__Task prompt__
Across the listing below, how many lines have the word "arrow" in them? Provide only the number.

┌──

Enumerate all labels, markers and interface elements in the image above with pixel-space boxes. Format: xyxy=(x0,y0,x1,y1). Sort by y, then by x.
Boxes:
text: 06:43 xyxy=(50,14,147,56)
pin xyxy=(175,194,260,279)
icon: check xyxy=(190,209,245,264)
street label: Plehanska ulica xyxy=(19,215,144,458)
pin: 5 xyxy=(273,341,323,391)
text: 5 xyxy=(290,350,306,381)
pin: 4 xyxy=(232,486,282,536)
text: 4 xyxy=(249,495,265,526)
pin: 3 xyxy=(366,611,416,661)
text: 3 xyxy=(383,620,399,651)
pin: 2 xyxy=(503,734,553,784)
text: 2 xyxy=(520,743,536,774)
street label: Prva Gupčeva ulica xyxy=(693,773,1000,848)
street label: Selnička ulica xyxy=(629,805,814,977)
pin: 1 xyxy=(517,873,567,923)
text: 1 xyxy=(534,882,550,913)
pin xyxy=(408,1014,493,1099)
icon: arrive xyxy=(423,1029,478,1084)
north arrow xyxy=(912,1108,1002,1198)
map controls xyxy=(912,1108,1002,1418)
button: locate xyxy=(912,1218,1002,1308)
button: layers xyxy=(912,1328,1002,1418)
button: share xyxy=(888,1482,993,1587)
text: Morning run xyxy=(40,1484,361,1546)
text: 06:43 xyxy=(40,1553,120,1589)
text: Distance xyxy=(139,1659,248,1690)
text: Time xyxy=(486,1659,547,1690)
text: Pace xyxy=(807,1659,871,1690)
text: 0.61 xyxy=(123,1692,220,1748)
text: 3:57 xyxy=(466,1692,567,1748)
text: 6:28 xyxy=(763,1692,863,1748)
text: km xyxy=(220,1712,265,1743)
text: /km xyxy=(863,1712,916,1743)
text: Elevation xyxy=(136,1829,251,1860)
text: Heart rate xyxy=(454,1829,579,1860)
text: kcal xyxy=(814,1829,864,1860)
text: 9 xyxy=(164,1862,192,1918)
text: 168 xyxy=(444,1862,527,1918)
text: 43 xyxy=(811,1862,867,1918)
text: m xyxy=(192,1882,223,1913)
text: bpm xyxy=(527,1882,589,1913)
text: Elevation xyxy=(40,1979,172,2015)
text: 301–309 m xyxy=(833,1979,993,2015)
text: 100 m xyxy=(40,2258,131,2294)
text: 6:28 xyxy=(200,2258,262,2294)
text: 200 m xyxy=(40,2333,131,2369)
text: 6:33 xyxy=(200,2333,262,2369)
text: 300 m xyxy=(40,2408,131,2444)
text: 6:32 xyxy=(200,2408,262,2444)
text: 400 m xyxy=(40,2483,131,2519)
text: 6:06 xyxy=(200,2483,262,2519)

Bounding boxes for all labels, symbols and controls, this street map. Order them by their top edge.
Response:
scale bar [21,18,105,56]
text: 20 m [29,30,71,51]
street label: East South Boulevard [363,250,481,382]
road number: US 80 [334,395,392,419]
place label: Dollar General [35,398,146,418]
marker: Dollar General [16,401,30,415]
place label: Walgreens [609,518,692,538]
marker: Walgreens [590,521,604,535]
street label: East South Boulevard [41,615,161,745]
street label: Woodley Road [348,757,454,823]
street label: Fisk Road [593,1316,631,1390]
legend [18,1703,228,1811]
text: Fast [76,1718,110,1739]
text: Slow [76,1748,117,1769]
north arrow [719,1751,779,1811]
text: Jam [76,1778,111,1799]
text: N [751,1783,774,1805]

└──

__Problem solution__
2